Materyalist, niçin rüya gördüğünü ve rüyanın ne olduğunu bize izah edemez. Ona göre bu bir bilinç altı meselesidir! Bilinci insanda var eden kim? Niçin ve nasıl hatırladığını, unuttuğunu, ağladığını, sevindiğini, sevmesini bilimle açıklayamaz. Açıklar, ama ancak duygularla; duygular insanda sadece kimyasal tepkimeler midir yoksa onun ötesinde şeyler mi?

 (2)

Sevmek bilimsel değildir, nefret de öyle. Peki, o zaman hukuk nedir, ceza nedir mükafaat nedir? Materyalizm bunu nasıl kabullenir? Bu duygular, maddeyi aşan ve aynı zamanda maddesi olan varlık olarak insan hatta hayvanların sahip olduğu ortak duygulardır.

Materyalist aynı zamanda her şeyi bildiğini, bilimin her şey olduğunu iddia edebilir. Halbuki Müslüman, bilimin Allah’ın insanların hepsine bir lütfu olduğunu bilir. Peki, madem bilim bu kadar yüce, kutsal ve sorgulanamaz ise, neden bilim kendi kendini inkâr edecek ve kendi kendisini insanların elinde birbirlerine karşı kullandıkları zalim ve acımasız bir silah olmaya izin veriyor?

İşte burada, bilim neden ahlak, hukuk ve estetiğe ihtiyaç duyuyor? Hal böyleyken, Müslümanların duasına ve ibadetine dil uzatacak kadar edep ve insanlık yoksunu bir materyalist mi İslam’ın çıkarcıllık dini olduğundan söz edecek? Materyaliste göre madem biz materyalist değiliz, o halde en öldürücü silah bile Müslümanları yeryüzünden kaldırmak için yeterli değildir. O zaman imha edilmeye ve insanlık ailesinden çıkarılmayı haketmiş oluyoruz.

Korona virüsünü bilimin ürettiği de konuşuluyor! Bize göre bilim fıtrîdir ve insanı esasta yok etmeyi ve insanlık üzerinde tahakküm kurmak için bütün bu acımzasızlıkların hiç birisine kendisinden hayır diyemez ve dememiştir de.

İslam, bilimin işlediği bu cinayetlerin -ki bize göre bilimin hiç bir iradesi yoktur. Eşyaya aklındaki bilimi ve mantığı yükleyen insandır. Bir robota sevgiyi, nefreti, acımayı ve merhameti yükleyemezsiniz.
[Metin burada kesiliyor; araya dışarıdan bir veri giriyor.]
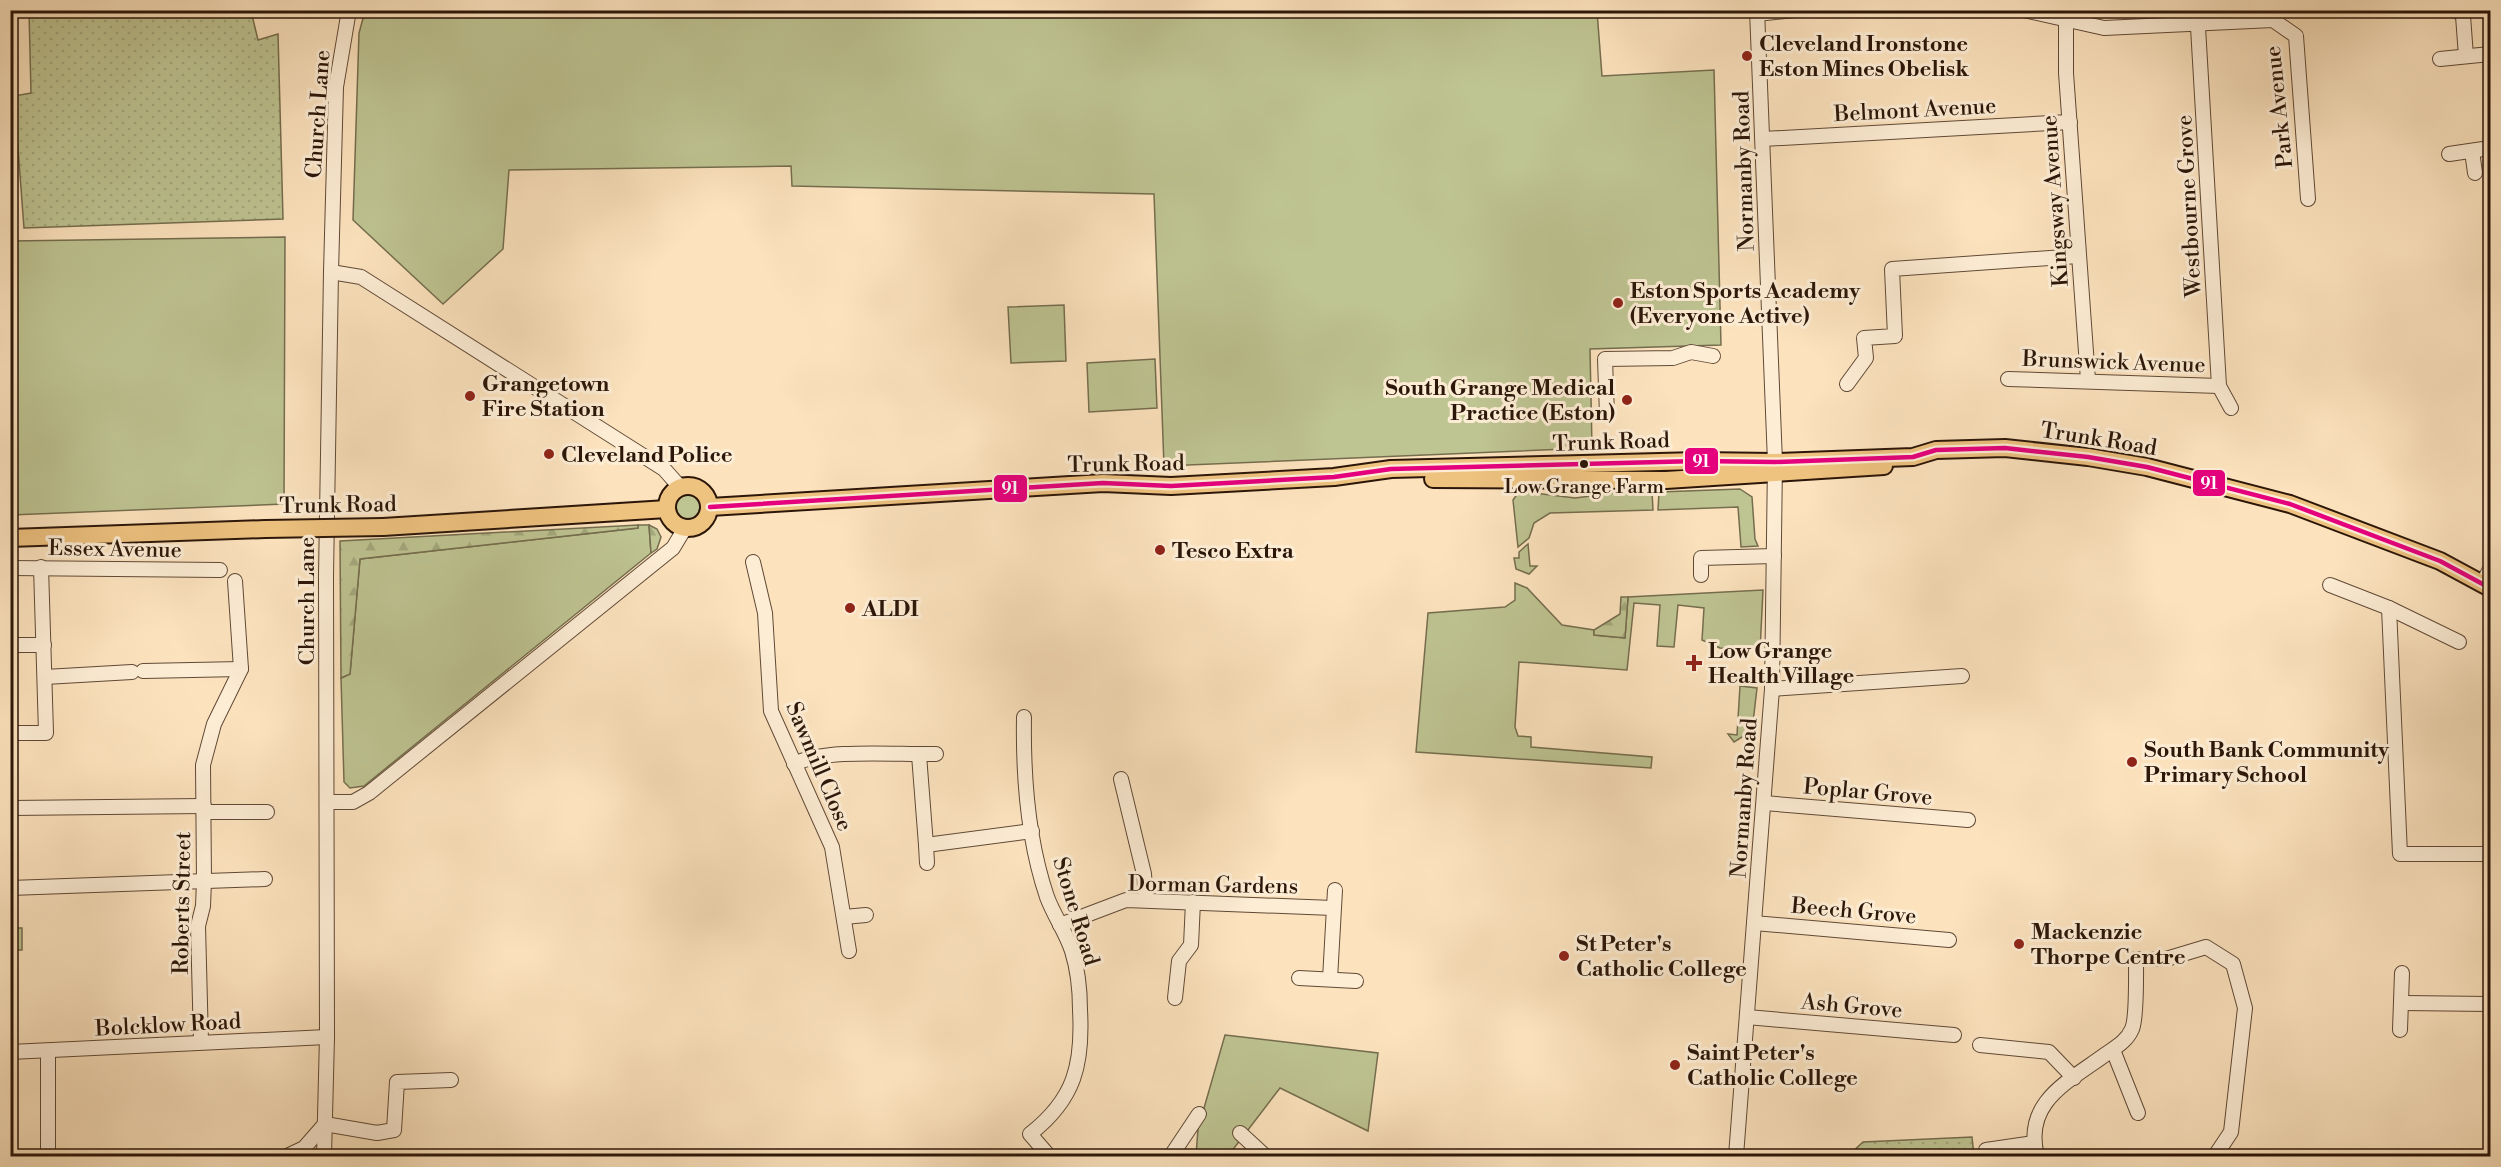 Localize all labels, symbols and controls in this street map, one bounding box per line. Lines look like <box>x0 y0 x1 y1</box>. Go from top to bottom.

Olsa bile sınırlıdır ve sizin henüz deriniliğinizde olan düşünceyi okuyacak bir noktaya gelmiş değildir.

Öyleyse, Materyalist niçin İslam ve Müslümanlara; dinlerinin, ibadet ve dualarının hiç bir işe yaramadığını, yalvardıkları ilahlarının (Allah demek istiyor) işe yaramadığını, O’na yalvarmalarına ve O’na yakarmalarına rağmen, kendilerine hiç bir faydasının olmadığı safsatası üzerinden insanları Allah’ı inkâra ve İslam’a düşmanlığa ve ona karşı savaşa çağırmaya yelteniyor?

Dua, İslam’da sadece bir yakarma değil, aynı zamanda güzel bir ahlak, bir iyi niyet, bütün insanlığa merhamet ve zalimlere karşı verilen savaşta gücümüzün yetmediği yerde alemlerin rabbi olan Allah’a karşı bir sevgi, aczini, zaafını ve günahlarını itiraf ve insanlık için merhamet dileme ve dürüst olmak için Allah’a ve kendine söz vermektir.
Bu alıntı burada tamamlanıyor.